Goodbye Ordinary

I will recount the steadfast love of the LORD, the praises of the LORD, according to all that the LORD has granted us. Isaiah 63:7

Teetering July 13, 2010

Filed under: Adoption,Faith,Family — Lori @ 10:31 pm

To tell you the absolute truth I am teetering at the moment.  I am on a tightrope of faith and trust and trying with all the prayers I can muster to keep my balance.

Our home study for our adoption will expire next month.  That means that it has been a year since we have completed that document and began work on our dossier.  (This also means that it must be updated which involves more paperwork and more fees.)  It has been nine months since our dossier arrived in India – well, it is barely in India.  It is actually sitting at the U.S. Embassy waiting for a visa photo of Levi that the orphanage needs to provide so that it can proceed to the next step.  We have been doing a lot of big, fat waiting and I am really sick of it.

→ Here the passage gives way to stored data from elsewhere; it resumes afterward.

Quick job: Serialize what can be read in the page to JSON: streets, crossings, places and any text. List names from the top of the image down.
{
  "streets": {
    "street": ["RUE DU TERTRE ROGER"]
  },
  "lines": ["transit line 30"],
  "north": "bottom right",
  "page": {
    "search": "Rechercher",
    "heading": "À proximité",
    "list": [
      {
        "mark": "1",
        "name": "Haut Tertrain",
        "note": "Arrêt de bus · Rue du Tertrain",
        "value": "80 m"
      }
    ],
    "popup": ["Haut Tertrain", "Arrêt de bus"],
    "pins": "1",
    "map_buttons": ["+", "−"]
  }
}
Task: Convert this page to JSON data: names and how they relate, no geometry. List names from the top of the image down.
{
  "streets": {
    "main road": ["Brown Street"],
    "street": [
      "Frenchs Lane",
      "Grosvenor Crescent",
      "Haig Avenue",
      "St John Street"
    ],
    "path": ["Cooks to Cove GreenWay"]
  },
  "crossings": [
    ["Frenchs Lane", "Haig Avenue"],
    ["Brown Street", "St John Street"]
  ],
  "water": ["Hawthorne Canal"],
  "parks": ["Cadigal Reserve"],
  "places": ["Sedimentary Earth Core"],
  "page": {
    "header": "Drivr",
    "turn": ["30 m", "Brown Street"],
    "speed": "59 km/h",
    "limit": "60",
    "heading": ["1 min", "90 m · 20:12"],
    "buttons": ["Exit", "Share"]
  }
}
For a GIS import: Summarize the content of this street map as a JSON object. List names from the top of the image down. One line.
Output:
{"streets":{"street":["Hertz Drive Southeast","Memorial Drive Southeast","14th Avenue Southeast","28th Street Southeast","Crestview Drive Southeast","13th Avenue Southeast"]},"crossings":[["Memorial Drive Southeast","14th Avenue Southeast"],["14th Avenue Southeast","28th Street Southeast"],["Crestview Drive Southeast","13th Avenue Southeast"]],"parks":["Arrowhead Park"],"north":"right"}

I am to the mad place.  Ask me who I am mad at and you won’t get a coherent answer.  There really isn’t a “good” answer.  I am not sure who to blame.  Is it the orphanage’s fault for saying they would support our family to adopt one of their children even though we already have three children in our home and they knew our getting approval was a risk?  Is it the orphanage’s lawyer who is at fault because he feels it is best to keep our paperwork in limbo while another case of theirs is decided in the Supreme Court of India because the District Judge threw out their case because they already had three children in their home?  Or, is it Kevin’s and my fault for embarking on this somewhat crazy venture in the first place?  And, believe me, there are plenty of people who think we are crazy!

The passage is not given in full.